### Work to be completed
Where a line of the data holds the word "Medņu", copy that line.

Collected data:
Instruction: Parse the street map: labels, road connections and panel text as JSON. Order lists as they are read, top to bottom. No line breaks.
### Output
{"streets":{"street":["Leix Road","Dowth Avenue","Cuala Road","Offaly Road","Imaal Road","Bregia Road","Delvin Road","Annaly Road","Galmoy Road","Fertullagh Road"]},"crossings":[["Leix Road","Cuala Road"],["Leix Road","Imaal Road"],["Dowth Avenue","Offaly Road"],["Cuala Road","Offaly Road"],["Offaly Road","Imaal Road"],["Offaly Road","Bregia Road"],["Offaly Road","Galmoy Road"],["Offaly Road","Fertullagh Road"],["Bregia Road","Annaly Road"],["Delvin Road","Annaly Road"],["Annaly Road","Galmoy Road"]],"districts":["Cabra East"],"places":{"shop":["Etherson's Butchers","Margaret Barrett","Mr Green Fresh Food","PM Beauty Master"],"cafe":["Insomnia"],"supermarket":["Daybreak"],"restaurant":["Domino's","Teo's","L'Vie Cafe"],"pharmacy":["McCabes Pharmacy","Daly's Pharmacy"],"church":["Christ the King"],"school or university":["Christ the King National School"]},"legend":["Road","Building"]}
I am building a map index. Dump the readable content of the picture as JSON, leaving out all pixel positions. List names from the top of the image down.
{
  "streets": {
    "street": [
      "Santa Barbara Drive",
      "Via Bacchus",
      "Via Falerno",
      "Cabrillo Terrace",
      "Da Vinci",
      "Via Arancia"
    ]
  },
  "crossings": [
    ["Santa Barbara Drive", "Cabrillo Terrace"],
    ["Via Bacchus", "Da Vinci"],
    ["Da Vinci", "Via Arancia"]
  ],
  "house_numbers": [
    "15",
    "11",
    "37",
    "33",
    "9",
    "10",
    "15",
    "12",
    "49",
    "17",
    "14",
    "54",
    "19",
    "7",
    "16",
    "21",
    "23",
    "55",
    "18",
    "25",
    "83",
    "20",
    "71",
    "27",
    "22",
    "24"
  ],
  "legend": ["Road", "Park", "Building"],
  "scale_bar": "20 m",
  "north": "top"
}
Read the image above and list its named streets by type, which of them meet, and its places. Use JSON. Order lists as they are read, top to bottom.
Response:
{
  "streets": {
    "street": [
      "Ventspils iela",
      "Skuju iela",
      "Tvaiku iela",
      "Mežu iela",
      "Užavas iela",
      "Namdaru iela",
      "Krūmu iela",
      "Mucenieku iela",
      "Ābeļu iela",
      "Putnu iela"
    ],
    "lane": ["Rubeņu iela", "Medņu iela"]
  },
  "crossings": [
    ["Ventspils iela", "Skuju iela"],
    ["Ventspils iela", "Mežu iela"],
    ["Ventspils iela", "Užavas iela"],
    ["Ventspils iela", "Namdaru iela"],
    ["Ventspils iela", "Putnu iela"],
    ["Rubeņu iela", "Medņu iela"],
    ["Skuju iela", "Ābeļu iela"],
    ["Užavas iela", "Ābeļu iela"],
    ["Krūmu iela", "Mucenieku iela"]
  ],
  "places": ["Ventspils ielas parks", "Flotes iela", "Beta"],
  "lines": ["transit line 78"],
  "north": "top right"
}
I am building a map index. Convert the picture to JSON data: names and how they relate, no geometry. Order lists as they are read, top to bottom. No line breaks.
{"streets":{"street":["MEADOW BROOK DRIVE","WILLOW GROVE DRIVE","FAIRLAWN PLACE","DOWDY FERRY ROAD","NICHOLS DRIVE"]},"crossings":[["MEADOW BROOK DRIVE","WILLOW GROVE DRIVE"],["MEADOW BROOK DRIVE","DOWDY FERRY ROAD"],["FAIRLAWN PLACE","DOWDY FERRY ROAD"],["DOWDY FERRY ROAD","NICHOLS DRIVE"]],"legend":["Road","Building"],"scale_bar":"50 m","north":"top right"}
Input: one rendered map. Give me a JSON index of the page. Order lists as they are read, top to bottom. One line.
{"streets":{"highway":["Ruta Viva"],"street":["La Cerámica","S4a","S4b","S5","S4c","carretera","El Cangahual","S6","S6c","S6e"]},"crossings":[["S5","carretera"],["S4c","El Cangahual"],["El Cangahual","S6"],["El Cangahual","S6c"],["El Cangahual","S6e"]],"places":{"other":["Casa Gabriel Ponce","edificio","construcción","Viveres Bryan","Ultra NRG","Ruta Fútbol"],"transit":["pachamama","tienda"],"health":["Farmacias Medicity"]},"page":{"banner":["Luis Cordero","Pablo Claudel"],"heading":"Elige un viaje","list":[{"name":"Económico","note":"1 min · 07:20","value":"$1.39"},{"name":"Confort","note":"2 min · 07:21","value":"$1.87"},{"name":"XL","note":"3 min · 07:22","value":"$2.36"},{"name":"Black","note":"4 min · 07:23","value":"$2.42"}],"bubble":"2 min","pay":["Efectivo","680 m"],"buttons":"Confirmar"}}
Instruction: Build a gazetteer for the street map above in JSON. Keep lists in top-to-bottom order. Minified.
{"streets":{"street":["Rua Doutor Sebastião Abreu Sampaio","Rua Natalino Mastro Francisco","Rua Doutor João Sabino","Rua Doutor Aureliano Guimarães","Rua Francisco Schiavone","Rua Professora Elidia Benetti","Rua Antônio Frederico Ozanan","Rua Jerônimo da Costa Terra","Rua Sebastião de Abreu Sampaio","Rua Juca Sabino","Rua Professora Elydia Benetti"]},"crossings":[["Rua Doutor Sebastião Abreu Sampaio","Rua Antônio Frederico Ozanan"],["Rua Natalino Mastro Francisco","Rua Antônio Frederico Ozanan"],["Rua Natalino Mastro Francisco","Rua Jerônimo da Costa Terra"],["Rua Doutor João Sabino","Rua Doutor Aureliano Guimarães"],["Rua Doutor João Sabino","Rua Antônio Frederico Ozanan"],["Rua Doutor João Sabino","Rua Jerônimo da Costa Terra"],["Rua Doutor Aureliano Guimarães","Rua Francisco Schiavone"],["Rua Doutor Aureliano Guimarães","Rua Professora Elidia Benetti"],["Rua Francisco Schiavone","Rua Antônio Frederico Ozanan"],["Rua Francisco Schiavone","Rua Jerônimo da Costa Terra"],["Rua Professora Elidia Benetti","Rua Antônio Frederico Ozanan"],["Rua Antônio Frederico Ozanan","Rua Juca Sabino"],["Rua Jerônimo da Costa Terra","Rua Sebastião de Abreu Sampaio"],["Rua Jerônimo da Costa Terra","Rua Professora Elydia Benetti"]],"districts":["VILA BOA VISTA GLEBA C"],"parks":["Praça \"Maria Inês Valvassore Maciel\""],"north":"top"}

### Output for this task
    "lane": ["Rubeņu iela", "Medņu iela"]
    ["Rubeņu iela", "Medņu iela"],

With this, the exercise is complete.